### Task statement
Return the entries below precisely, omitting nothing.
[Records provided Boundary: Start]
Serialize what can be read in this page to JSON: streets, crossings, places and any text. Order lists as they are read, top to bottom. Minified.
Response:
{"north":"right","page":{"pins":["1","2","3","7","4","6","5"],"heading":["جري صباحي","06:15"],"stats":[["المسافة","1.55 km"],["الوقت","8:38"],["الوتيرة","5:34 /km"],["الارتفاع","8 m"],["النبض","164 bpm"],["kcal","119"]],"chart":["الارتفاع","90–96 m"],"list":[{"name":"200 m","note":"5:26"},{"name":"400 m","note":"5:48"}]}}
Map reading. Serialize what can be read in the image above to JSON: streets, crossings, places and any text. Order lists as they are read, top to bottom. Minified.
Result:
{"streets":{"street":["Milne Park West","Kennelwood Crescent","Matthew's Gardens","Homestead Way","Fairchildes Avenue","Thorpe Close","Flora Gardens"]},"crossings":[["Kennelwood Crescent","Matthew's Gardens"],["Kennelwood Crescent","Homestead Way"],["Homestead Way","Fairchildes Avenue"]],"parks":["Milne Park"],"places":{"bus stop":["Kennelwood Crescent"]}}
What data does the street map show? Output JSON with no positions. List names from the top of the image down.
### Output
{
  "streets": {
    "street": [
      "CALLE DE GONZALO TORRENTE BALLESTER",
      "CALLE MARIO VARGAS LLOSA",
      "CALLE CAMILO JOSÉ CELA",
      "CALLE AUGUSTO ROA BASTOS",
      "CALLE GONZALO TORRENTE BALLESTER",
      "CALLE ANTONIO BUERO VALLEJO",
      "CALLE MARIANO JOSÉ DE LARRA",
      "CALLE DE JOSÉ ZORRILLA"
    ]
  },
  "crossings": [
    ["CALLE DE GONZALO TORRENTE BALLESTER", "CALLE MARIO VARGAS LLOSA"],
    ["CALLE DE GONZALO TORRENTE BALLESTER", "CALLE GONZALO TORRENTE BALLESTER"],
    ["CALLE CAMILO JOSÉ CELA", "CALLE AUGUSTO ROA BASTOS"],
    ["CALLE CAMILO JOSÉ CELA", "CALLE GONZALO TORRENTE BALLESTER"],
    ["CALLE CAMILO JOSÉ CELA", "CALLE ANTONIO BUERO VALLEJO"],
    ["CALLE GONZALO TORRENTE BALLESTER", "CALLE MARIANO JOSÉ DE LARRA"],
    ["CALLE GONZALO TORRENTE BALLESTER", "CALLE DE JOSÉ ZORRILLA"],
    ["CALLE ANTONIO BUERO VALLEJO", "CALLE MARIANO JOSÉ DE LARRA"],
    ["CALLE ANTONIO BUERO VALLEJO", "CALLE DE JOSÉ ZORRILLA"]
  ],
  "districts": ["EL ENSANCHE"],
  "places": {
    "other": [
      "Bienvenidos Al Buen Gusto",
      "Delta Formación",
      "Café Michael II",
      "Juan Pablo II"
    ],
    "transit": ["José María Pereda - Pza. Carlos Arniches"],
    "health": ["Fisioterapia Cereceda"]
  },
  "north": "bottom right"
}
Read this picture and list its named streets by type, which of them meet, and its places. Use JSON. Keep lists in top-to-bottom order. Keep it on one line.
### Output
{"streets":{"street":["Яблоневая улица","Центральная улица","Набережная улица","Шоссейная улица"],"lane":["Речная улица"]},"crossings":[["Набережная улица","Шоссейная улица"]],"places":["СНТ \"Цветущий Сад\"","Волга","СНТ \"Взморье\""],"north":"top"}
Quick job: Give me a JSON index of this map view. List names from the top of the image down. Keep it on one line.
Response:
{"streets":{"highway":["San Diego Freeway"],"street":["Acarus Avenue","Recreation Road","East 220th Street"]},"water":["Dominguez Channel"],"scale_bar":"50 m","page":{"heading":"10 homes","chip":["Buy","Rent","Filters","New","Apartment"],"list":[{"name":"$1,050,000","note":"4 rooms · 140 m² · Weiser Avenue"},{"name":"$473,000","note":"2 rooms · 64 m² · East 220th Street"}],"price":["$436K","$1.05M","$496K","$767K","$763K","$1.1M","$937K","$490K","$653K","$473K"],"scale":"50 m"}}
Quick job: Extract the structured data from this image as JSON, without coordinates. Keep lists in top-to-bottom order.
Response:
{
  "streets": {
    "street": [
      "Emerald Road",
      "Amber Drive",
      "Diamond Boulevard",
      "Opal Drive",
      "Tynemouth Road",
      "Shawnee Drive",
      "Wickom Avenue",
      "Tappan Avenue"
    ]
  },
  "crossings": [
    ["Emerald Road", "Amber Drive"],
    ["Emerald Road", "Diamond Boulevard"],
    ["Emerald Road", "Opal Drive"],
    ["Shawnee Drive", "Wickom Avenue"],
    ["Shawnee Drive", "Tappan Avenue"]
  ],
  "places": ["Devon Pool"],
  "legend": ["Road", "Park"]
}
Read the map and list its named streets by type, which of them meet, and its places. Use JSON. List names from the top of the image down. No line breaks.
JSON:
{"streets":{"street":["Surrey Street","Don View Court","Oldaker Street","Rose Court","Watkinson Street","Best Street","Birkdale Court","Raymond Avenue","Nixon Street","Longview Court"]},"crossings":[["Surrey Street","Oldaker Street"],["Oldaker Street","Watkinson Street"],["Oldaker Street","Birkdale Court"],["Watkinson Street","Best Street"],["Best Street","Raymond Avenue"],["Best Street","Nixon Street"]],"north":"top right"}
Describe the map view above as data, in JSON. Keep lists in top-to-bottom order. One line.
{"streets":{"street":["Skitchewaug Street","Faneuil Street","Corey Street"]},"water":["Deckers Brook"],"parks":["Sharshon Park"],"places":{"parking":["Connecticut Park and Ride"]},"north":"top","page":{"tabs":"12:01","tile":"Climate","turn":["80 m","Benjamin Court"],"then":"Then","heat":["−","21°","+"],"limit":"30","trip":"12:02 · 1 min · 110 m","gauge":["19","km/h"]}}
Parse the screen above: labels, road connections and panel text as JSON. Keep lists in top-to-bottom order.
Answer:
[Records provided Boundary: End]
### Answer space
Serialize what can be read in this page to JSON: streets, crossings, places and any text. Order lists as they are read, top to bottom. Minified.
Response:
{"north":"right","page":{"pins":["1","2","3","7","4","6","5"],"heading":["جري صباحي","06:15"],"stats":[["المسافة","1.55 km"],["الوقت","8:38"],["الوتيرة","5:34 /km"],["الارتفاع","8 m"],["النبض","164 bpm"],["kcal","119"]],"chart":["الارتفاع","90–96 m"],"list":[{"name":"200 m","note":"5:26"},{"name":"400 m","note":"5:48"}]}}
Map reading. Serialize what can be read in the image above to JSON: streets, crossings, places and any text. Order lists as they are read, top to bottom. Minified.
Result:
{"streets":{"street":["Milne Park West","Kennelwood Crescent","Matthew's Gardens","Homestead Way","Fairchildes Avenue","Thorpe Close","Flora Gardens"]},"crossings":[["Kennelwood Crescent","Matthew's Gardens"],["Kennelwood Crescent","Homestead Way"],["Homestead Way","Fairchildes Avenue"]],"parks":["Milne Park"],"places":{"bus stop":["Kennelwood Crescent"]}}
What data does the street map show? Output JSON with no positions. List names from the top of the image down.
### Output
{
  "streets": {
    "street": [
      "CALLE DE GONZALO TORRENTE BALLESTER",
      "CALLE MARIO VARGAS LLOSA",
      "CALLE CAMILO JOSÉ CELA",
      "CALLE AUGUSTO ROA BASTOS",
      "CALLE GONZALO TORRENTE BALLESTER",
      "CALLE ANTONIO BUERO VALLEJO",
      "CALLE MARIANO JOSÉ DE LARRA",
      "CALLE DE JOSÉ ZORRILLA"
    ]
  },
  "crossings": [
    ["CALLE DE GONZALO TORRENTE BALLESTER", "CALLE MARIO VARGAS LLOSA"],
    ["CALLE DE GONZALO TORRENTE BALLESTER", "CALLE GONZALO TORRENTE BALLESTER"],
    ["CALLE CAMILO JOSÉ CELA", "CALLE AUGUSTO ROA BASTOS"],
    ["CALLE CAMILO JOSÉ CELA", "CALLE GONZALO TORRENTE BALLESTER"],
    ["CALLE CAMILO JOSÉ CELA", "CALLE ANTONIO BUERO VALLEJO"],
    ["CALLE GONZALO TORRENTE BALLESTER", "CALLE MARIANO JOSÉ DE LARRA"],
    ["CALLE GONZALO TORRENTE BALLESTER", "CALLE DE JOSÉ ZORRILLA"],
    ["CALLE ANTONIO BUERO VALLEJO", "CALLE MARIANO JOSÉ DE LARRA"],
    ["CALLE ANTONIO BUERO VALLEJO", "CALLE DE JOSÉ ZORRILLA"]
  ],
  "districts": ["EL ENSANCHE"],
  "places": {
    "other": [
      "Bienvenidos Al Buen Gusto",
      "Delta Formación",
      "Café Michael II",
      "Juan Pablo II"
    ],
    "transit": ["José María Pereda - Pza. Carlos Arniches"],
    "health": ["Fisioterapia Cereceda"]
  },
  "north": "bottom right"
}
Read this picture and list its named streets by type, which of them meet, and its places. Use JSON. Keep lists in top-to-bottom order. Keep it on one line.
### Output
{"streets":{"street":["Яблоневая улица","Центральная улица","Набережная улица","Шоссейная улица"],"lane":["Речная улица"]},"crossings":[["Набережная улица","Шоссейная улица"]],"places":["СНТ \"Цветущий Сад\"","Волга","СНТ \"Взморье\""],"north":"top"}
Quick job: Give me a JSON index of this map view. List names from the top of the image down. Keep it on one line.
Response:
{"streets":{"highway":["San Diego Freeway"],"street":["Acarus Avenue","Recreation Road","East 220th Street"]},"water":["Dominguez Channel"],"scale_bar":"50 m","page":{"heading":"10 homes","chip":["Buy","Rent","Filters","New","Apartment"],"list":[{"name":"$1,050,000","note":"4 rooms · 140 m² · Weiser Avenue"},{"name":"$473,000","note":"2 rooms · 64 m² · East 220th Street"}],"price":["$436K","$1.05M","$496K","$767K","$763K","$1.1M","$937K","$490K","$653K","$473K"],"scale":"50 m"}}
Quick job: Extract the structured data from this image as JSON, without coordinates. Keep lists in top-to-bottom order.
Response:
{
  "streets": {
    "street": [
      "Emerald Road",
      "Amber Drive",
      "Diamond Boulevard",
      "Opal Drive",
      "Tynemouth Road",
      "Shawnee Drive",
      "Wickom Avenue",
      "Tappan Avenue"
    ]
  },
  "crossings": [
    ["Emerald Road", "Amber Drive"],
    ["Emerald Road", "Diamond Boulevard"],
    ["Emerald Road", "Opal Drive"],
    ["Shawnee Drive", "Wickom Avenue"],
    ["Shawnee Drive", "Tappan Avenue"]
  ],
  "places": ["Devon Pool"],
  "legend": ["Road", "Park"]
}
Read the map and list its named streets by type, which of them meet, and its places. Use JSON. List names from the top of the image down. No line breaks.
JSON:
{"streets":{"street":["Surrey Street","Don View Court","Oldaker Street","Rose Court","Watkinson Street","Best Street","Birkdale Court","Raymond Avenue","Nixon Street","Longview Court"]},"crossings":[["Surrey Street","Oldaker Street"],["Oldaker Street","Watkinson Street"],["Oldaker Street","Birkdale Court"],["Watkinson Street","Best Street"],["Best Street","Raymond Avenue"],["Best Street","Nixon Street"]],"north":"top right"}
Describe the map view above as data, in JSON. Keep lists in top-to-bottom order. One line.
{"streets":{"street":["Skitchewaug Street","Faneuil Street","Corey Street"]},"water":["Deckers Brook"],"parks":["Sharshon Park"],"places":{"parking":["Connecticut Park and Ride"]},"north":"top","page":{"tabs":"12:01","tile":"Climate","turn":["80 m","Benjamin Court"],"then":"Then","heat":["−","21°","+"],"limit":"30","trip":"12:02 · 1 min · 110 m","gauge":["19","km/h"]}}
Parse the screen above: labels, road connections and panel text as JSON. Keep lists in top-to-bottom order.
Answer:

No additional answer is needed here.